According to the most recent Wintel report, this growing community of mutually reinforcing entrepreneurs now makes up the biggest single slice of the global market with a 38.4% share by content ownership. Artists self-releasing outside of this framework are potentially missing out on key cost savings and expertise that could be helping them do so much better than they are at the moment.
This is true for any start-up driven by a creative business owner. Many self-releasing artists are all having to reinvent the wheel, spending more than they need to on essential services, wasting money in the wrong areas and not maximising the returns they get for their hard work. This is, of course, very understandable – record labels historically have a terrible reputation for forcing artists into punitive deals. Thankfully, things have evolved and two key things have changed.
Firstly, the old world verticals in the commercial landscape have largely broken down and the old-fashioned idea of a label is on the way out. There is now a much more contemporary landscape of artist-centric commercial partners who have elements of labels, publisher, management and live, with real expertise in each area and the ability to tailor each deal to suit the needs and aspirations of the individual artist.
Independents have driven this change, shoulder to shoulder with artists, where the larger corporations have lagged behind. The second key development is a keener understanding within the independent sector of where its real value lies. Independent labels may not have the cash the majors do, but the numbers show time and time again that they use the cash they do have far more effectively. It’s also worth noting that alongside this basic efficiency, the artists tend to keep much more creative control and find a sympathetic partner who works with the artist, not above them.
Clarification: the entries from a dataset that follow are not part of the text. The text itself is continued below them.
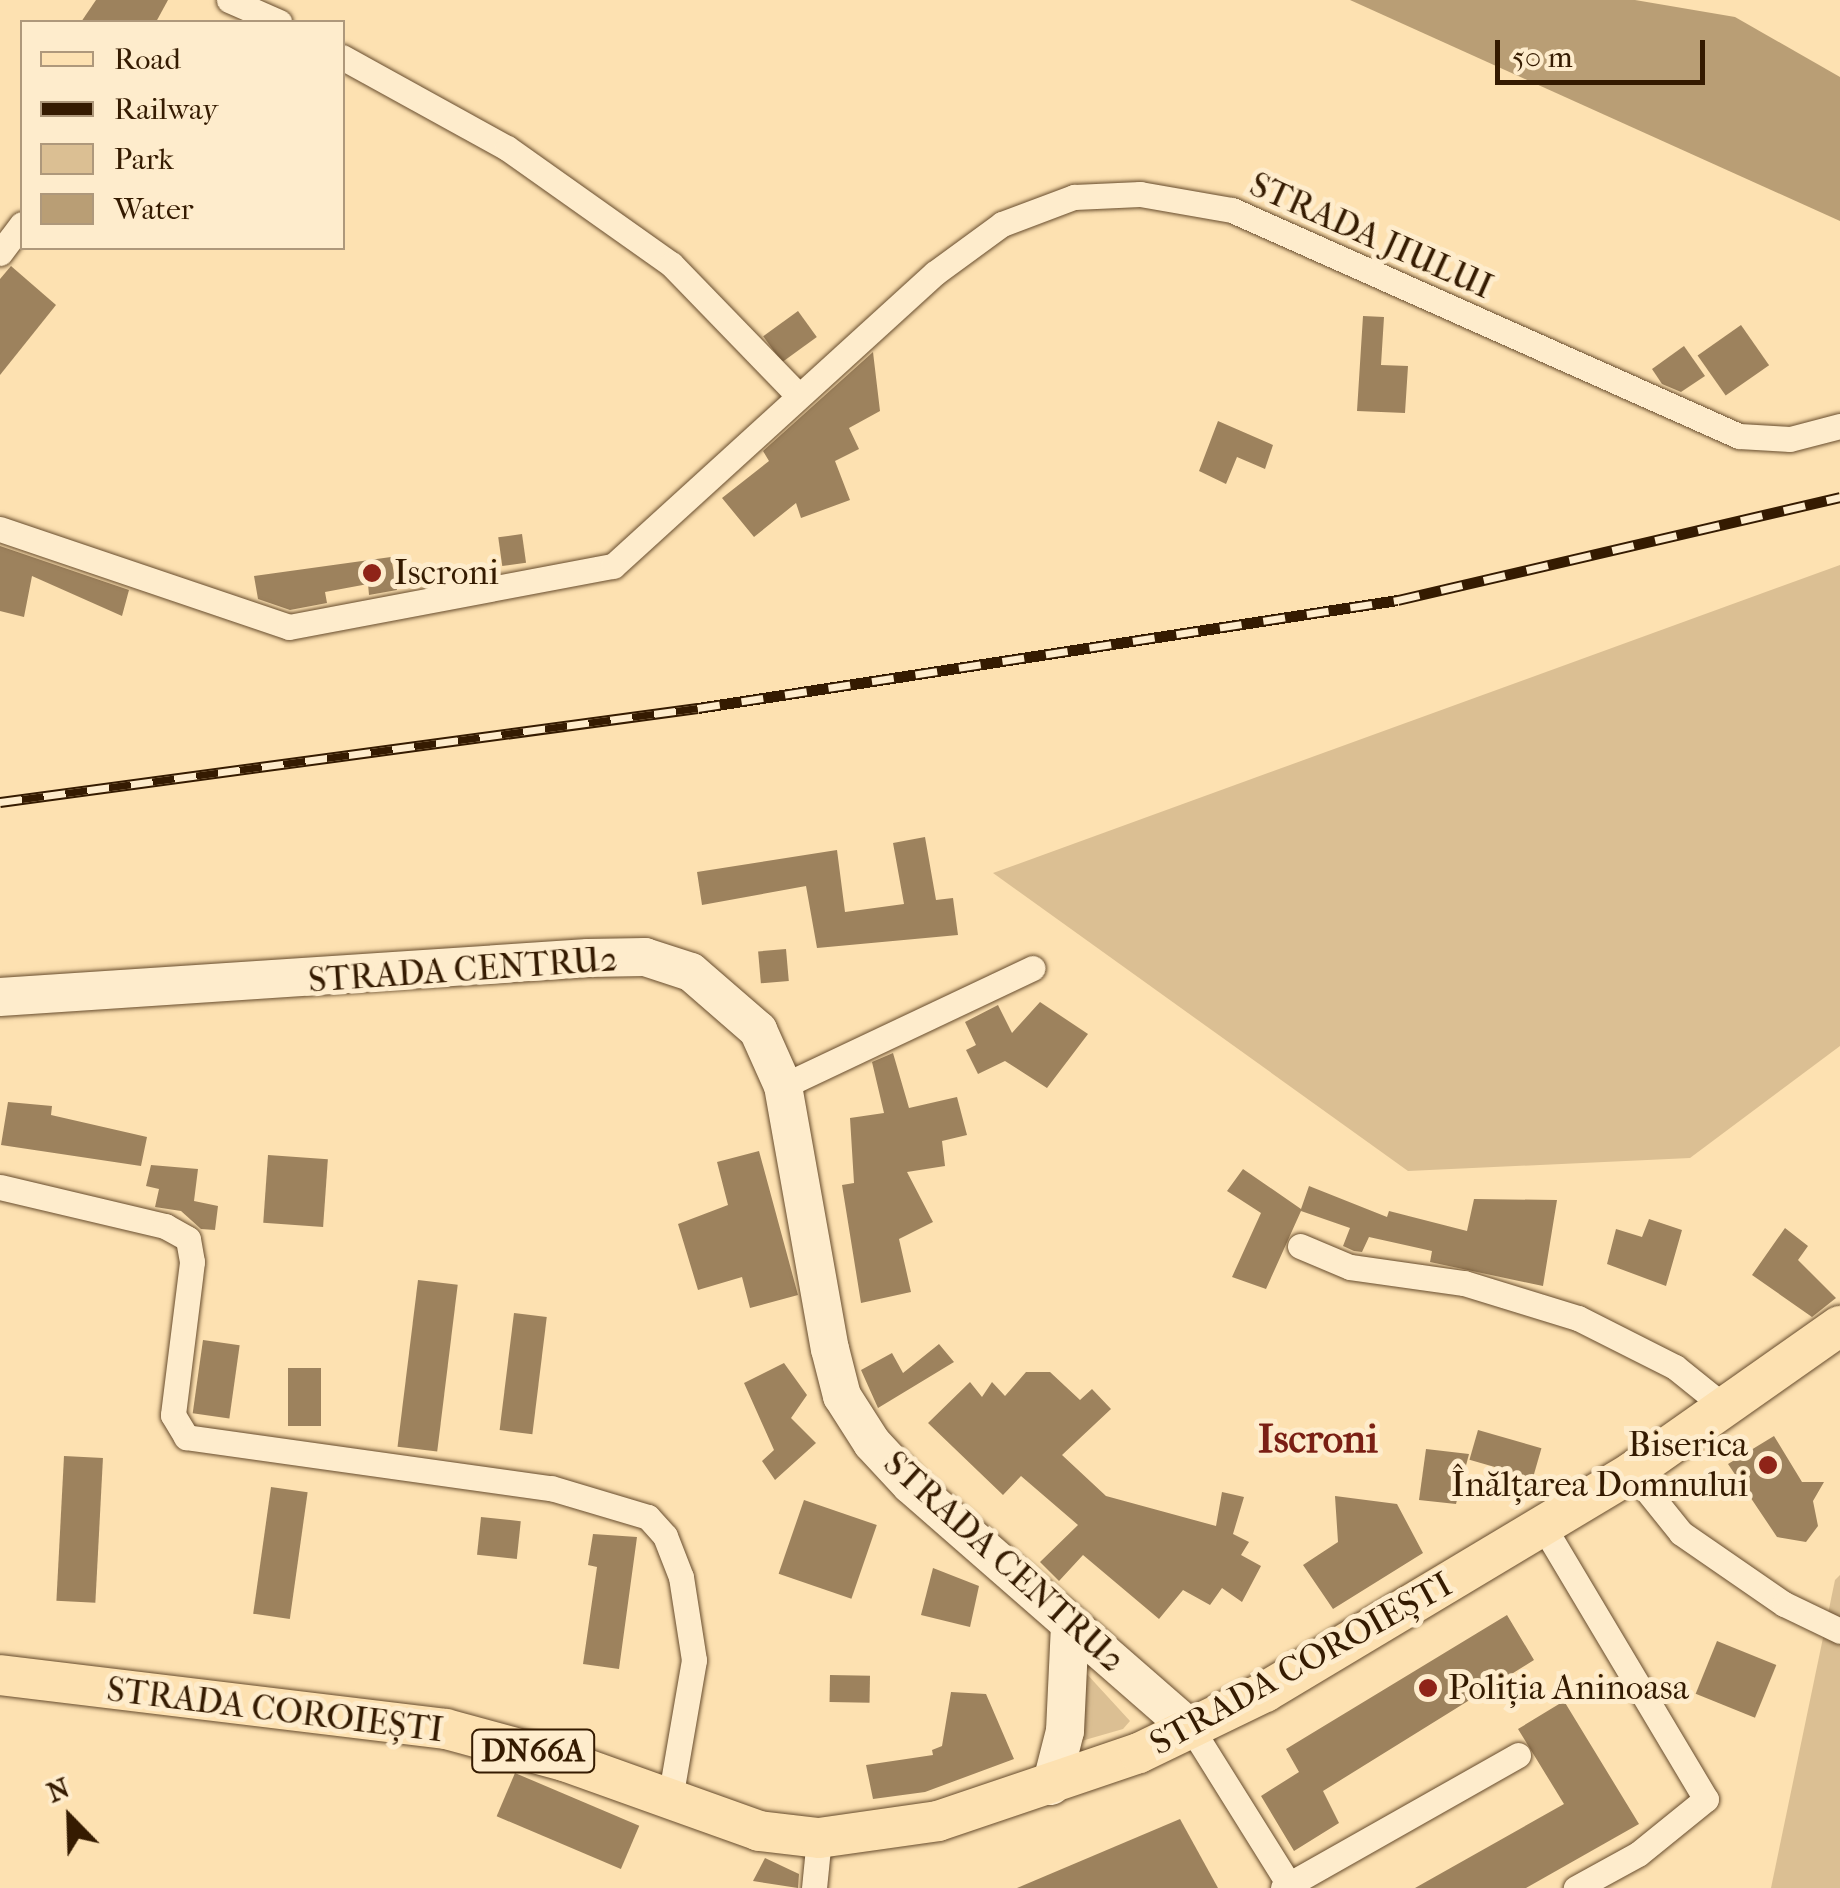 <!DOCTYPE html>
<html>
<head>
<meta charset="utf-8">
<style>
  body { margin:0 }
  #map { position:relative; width:1840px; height:1888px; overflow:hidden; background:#fde1b1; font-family:"IM FELL French Canon",serif }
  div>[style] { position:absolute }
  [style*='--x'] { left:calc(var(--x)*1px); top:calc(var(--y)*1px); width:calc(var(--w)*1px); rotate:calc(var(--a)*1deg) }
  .green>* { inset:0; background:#dbbf93 }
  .water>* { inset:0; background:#b99e75 }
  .building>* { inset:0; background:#9d825d; transform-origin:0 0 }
  .roads { filter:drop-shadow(0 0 2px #674c2d) drop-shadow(0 0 2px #674c2d) }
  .street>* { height:25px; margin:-12.5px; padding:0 12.5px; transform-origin:12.5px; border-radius:12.5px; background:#feeccc }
  .secondary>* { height:38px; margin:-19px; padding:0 19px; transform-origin:19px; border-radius:19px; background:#feeccc }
  .primary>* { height:40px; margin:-20px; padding:0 20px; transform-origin:20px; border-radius:20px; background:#fde1b1 }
  .rail>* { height:11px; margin-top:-5.5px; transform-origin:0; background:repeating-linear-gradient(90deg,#feeccc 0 22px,#351b01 0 44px); box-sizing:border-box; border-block:2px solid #351b01 }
  .dots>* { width:28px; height:28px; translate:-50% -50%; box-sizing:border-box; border:5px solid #feeccc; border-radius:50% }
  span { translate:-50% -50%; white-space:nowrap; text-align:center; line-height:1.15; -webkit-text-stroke:10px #feeccc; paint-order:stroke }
  .shield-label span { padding:2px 8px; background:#feeccc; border:2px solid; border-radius:8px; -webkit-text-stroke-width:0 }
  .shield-label { font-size:32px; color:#351b01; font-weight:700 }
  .street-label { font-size:35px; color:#351b01 }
  .poi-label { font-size:35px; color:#351b01 }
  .left { translate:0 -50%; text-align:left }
  .right { translate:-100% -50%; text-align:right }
  .quarter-label { font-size:40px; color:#7a1f14; font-weight:700 }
  .legend { position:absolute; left:20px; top:20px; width:325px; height:230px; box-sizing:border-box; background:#feeccc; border:2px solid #ae987b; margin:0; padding:12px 18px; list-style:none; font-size:30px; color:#351b01 }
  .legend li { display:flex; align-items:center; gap:20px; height:50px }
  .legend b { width:50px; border:2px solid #ae987b }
  .north { position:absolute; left:20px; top:1768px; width:100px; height:100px; -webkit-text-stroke:8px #feeccc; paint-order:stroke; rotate:337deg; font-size:28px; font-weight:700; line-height:40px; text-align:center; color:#351b01 }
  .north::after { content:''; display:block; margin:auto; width:35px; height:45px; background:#351b01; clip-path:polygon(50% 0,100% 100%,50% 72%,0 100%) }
  .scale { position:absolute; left:1495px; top:40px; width:210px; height:45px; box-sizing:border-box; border:5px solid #351b01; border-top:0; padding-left:12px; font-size:30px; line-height:35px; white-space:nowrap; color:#351b01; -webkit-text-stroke:8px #feeccc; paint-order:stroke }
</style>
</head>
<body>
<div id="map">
  <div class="green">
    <i style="clip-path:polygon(1840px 565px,1840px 1046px,1690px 1158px,1408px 1171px,993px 873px)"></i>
    <i style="clip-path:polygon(1840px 1575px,1840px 1888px,1771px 1888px,1835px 1580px)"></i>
    <i style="clip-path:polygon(1085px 1672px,1130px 1721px,1123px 1729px,1071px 1744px)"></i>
  </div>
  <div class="water">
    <i style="clip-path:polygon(1350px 0,1635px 0,1735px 17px,1840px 77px,1840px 221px)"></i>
  </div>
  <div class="building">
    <i style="clip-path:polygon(96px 0,168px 0,156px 22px,81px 22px)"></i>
    <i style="clip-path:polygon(11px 266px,56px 305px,0 375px,0 279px)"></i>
    <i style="left:798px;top:311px;width:32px;height:43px;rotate:54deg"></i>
    <i style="clip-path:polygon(1363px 316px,1384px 317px,1381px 365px,1408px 366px,1405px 413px,1357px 411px)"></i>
    <i style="left:1741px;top:325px;width:49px;height:53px;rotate:55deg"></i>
    <i style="clip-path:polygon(1684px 346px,1705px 376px,1681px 392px,1662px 384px,1652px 369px)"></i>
    <i style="clip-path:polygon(873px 352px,880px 411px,849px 428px,859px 449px,835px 461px,850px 500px,801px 518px,796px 503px,754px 537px,722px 498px,769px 461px,763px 451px)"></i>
    <i style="clip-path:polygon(1218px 421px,1273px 445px,1265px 469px,1237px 457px,1226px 484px,1199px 471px)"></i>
    <i style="left:522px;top:534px;width:29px;height:24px;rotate:82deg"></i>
    <i style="clip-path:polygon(0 546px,129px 590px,122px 616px,32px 576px,24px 617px,0 611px)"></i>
    <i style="clip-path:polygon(391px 557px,397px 590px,369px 595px,368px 584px,325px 592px,327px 603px,290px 610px,258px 599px,254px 576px)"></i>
    <i style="clip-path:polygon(925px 837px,936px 900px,953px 898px,958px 935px,817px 948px,806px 886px,702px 905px,697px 872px,837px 850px,845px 912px,904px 904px,893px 843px)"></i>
    <i style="left:786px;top:949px;width:32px;height:28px;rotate:85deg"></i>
    <i style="clip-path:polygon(1040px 1002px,1088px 1034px,1047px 1088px,1005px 1061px,978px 1074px,966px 1050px,976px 1045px,965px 1022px,998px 1005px,1012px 1033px)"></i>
    <i style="clip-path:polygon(893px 1053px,909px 1108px,957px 1097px,967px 1135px,942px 1141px,945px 1166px,907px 1172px,933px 1222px,899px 1239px,911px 1292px,861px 1303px,842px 1185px,854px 1183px,850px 1118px,884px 1113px,872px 1062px)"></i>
    <i style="clip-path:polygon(8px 1102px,52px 1106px,51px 1115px,147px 1137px,141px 1166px,1px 1145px)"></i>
    <i style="clip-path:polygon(759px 1151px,798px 1295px,750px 1308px,742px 1277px,698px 1290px,678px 1224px,728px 1205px,717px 1162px)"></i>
    <i style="left:268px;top:1155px;width:60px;height:68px;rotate:4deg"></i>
    <i style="clip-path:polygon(151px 1165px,198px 1169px,194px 1201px,218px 1206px,215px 1230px,201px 1229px,181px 1211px,155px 1207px,159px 1189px,146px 1186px)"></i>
    <i style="clip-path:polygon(1243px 1169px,1301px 1209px,1309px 1186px,1387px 1217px,1389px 1211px,1467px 1231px,1474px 1199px,1557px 1200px,1543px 1286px,1430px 1262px,1432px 1251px,1369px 1237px,1362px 1252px,1354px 1251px,1343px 1246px,1350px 1228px,1301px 1211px,1266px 1289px,1232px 1277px,1261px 1213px,1227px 1191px)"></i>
    <i style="clip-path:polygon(1649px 1219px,1682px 1230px,1666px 1286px,1607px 1264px,1616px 1229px,1642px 1237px)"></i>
    <i style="clip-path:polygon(1785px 1228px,1808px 1246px,1798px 1260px,1836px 1298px,1812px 1317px,1752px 1275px)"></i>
    <i style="left:418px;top:1280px;width:40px;height:168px;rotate:7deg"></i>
    <i style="left:514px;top:1313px;width:33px;height:118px;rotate:7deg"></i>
    <i style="left:203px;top:1340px;width:37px;height:74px;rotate:8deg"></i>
    <i style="clip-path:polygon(939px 1344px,954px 1362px,878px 1408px,861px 1370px,892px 1353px,903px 1373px)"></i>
    <i style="clip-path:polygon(784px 1363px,807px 1395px,791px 1418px,816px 1443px,775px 1480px,762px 1461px,774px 1450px,744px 1383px)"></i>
    <i style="left:288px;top:1368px;width:33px;height:58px"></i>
    <i style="clip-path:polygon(1026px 1372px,1050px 1372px,1080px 1400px,1092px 1389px,1111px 1409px,1062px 1455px,1106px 1496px,1216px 1526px,1222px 1492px,1244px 1497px,1233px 1534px,1249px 1542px,1241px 1555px,1261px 1566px,1242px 1602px,1222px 1588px,1210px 1605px,1183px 1590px,1159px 1619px,1083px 1555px,1059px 1581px,1040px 1562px,1078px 1525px,1021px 1476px,1003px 1495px,928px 1423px,970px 1382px,982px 1397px,992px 1382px,1005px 1396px)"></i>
    <i style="left:1478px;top:1430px;width:66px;height:31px;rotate:16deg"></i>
    <i style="clip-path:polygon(1774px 1436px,1802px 1482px,1824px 1482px,1813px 1501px,1818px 1526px,1806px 1542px,1777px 1537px,1728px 1464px)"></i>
    <i style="clip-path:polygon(1426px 1449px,1469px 1454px,1456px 1504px,1419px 1500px)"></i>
    <i style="left:64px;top:1456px;width:39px;height:145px;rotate:3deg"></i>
    <i style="left:271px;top:1487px;width:37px;height:128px;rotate:8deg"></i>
    <i style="clip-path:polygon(1335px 1496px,1397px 1504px,1423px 1553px,1333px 1609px,1303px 1565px,1338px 1542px)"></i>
    <i style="left:804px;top:1500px;width:77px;height:78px;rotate:19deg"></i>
    <i style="left:481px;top:1517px;width:40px;height:38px;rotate:6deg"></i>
    <i style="clip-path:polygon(593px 1534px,637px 1537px,619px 1669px,583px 1664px,597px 1567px,588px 1565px)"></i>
    <i style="clip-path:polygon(933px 1568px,979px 1586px,970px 1627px,921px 1615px)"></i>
    <i style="clip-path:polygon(1507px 1615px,1534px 1660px,1323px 1791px,1339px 1823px,1294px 1851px,1261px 1796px,1299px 1772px,1286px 1749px)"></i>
    <i style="left:1717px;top:1641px;width:64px;height:57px;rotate:22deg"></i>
    <i style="left:830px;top:1675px;width:40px;height:27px;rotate:1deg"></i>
    <i style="clip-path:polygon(951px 1692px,986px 1694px,1014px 1759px,925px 1792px,873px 1799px,866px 1765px,933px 1755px,932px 1750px,942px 1746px)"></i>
    <i style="clip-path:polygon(1564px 1701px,1639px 1824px,1526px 1888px,1415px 1888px,1564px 1804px,1518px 1729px)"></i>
    <i style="left:515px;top:1773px;width:135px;height:47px;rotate:23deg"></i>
    <i style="clip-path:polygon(1180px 1819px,1218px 1888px,1017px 1888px)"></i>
    <i style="clip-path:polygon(765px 1858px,799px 1874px,798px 1888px,753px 1881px)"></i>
  </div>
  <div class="roads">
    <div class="street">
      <i style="--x:229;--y:0;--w:55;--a:23.7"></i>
      <i style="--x:342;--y:57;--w:188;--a:28.9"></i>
      <i style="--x:507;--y:148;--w:201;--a:35.3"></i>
      <i style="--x:671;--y:264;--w:181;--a:45.9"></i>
      <i style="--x:0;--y:253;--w:36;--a:-53"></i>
      <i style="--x:0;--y:529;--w:305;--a:18.7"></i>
      <i style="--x:289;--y:627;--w:330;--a:-10.7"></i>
      <i style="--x:613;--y:566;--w:435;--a:-42.3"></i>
      <i style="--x:935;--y:273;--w:83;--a:-36.2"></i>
      <i style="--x:1002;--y:224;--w:77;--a:-20.6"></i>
      <i style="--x:1074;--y:197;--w:66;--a:-2.6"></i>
      <i style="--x:1140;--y:194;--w:93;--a:9.9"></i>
      <i style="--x:1232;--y:210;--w:555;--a:24.03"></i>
      <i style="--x:1739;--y:436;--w:51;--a:3.4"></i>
      <i style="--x:1790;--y:439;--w:52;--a:-14.6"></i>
      <i style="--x:783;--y:1086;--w:276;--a:-25.3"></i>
      <i style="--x:0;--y:1187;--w:170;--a:13.3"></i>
      <i style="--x:165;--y:1226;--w:26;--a:29"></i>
      <i style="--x:188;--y:1239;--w:23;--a:80"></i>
      <i style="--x:192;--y:1262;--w:154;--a:97.1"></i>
      <i style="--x:173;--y:1415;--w:26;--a:59"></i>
      <i style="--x:186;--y:1437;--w:369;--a:8"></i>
      <i style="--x:551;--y:1488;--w:101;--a:16.6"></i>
      <i style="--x:648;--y:1517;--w:25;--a:48"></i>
      <i style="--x:665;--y:1536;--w:44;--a:68.7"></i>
      <i style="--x:681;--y:1577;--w:84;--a:81.1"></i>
      <i style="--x:694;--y:1660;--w:146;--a:99.8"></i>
      <i style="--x:1300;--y:1246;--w:54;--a:22.8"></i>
      <i style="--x:1350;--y:1267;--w:115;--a:8"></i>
      <i style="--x:1464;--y:1283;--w:119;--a:17.1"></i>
      <i style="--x:1578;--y:1318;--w:109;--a:26.8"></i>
      <i style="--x:1675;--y:1367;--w:65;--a:38.8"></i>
      <i style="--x:1632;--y:1472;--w:78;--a:51.2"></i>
      <i style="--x:1681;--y:1533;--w:125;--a:34.6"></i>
      <i style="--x:1784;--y:1604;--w:62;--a:25.7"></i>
      <i style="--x:1543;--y:1526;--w:318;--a:59.2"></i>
      <i style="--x:1706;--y:1799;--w:87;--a:141"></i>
      <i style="--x:1638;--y:1854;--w:71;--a:151.3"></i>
      <i style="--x:1193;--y:1731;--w:185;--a:58"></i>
      <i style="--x:814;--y:1888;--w:50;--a:-84.3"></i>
      <i style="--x:1283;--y:1888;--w:270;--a:-29.5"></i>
    </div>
    <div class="secondary">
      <i style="--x:0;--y:997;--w:589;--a:-3.79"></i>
      <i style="--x:588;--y:958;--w:57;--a:-1"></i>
      <i style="--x:645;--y:957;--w:48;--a:18.1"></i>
      <i style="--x:691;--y:972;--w:89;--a:40.9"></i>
      <i style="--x:758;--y:1030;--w:61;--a:65.9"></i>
      <i style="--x:783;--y:1086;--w:267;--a:79.9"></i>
      <i style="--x:830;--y:1349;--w:49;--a:75.7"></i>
      <i style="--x:842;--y:1396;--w:56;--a:57.4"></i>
      <i style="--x:872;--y:1443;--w:57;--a:47.1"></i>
      <i style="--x:911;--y:1485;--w:374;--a:41.1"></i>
      <i style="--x:1051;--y:1786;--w:57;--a:-75.7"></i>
      <i style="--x:1065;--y:1731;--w:107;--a:-87.3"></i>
    </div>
    <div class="primary">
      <i style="--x:0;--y:1675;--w:449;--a:6.9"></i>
      <i style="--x:446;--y:1729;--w:122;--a:15.2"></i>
      <i style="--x:564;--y:1761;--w:207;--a:19.7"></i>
      <i style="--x:759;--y:1831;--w:60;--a:6.7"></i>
      <i style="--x:819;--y:1838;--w:120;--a:-8.1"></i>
      <i style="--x:938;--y:1821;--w:212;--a:-18.7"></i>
      <i style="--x:1139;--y:1753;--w:140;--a:-25.8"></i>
      <i style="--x:1265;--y:1692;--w:428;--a:-30.9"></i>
      <i style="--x:1632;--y:1472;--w:254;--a:-35.1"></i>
    </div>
  </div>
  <div class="rail">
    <i style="--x:0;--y:802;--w:704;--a:-7.67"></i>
    <i style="--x:698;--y:708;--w:708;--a:-8.77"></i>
    <i style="--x:1398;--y:600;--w:454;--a:-13.1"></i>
  </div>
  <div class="dots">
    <i style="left:372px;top:573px;background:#8f2418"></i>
    <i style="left:1768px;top:1465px;background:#8f2418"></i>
    <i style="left:1428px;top:1688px;background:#8f2418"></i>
  </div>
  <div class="shield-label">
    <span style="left:533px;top:1751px">DN66A</span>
  </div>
  <div class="street-label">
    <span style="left:1371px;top:236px;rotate:24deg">STRADA JIULUI</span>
    <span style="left:463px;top:970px;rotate:-4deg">STRADA CENTRU2</span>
    <span style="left:1004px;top:1562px;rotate:42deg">STRADA CENTRU2</span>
    <span style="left:1301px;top:1664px;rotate:-29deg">STRADA COROIEȘTI</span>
    <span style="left:275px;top:1710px;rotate:7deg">STRADA COROIEȘTI</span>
  </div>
  <div class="poi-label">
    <span class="left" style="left:394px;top:573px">Iscroni</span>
    <span class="right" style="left:1748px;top:1465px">Biserica<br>Înălțarea Domnului</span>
    <span class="left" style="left:1448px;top:1688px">Poliția Aninoasa</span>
  </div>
  <div class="quarter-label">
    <span style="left:1318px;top:1439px">Iscroni</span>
  </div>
  <ul class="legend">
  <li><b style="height:12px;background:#fde1b1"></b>Road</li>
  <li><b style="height:12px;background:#351b01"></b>Railway</li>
  <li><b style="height:28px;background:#dbbf93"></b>Park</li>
  <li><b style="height:28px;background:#b99e75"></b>Water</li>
  </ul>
  <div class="north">N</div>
  <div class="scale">50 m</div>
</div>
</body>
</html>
The value-added services of these expert businesses remain essential to long term career growth in areas such as A&R, promotion, marketing and an established global business network allow artists to have their cake and eat it. By working independently they retain creative control and expect and receive a well-balanced deal accompanied by high levels of accountability and transparency.
Ground-breaking commitments to transparent and equitable relationships such as The Fair Digital Deals Declaration (FD3) coupled with the independent sector’s continued levels of investment in nurturing talent over the long term, demonstrate that time and time again, no matter how well artists can do on their own, they should consider how much better they might do with the right commercial partnership.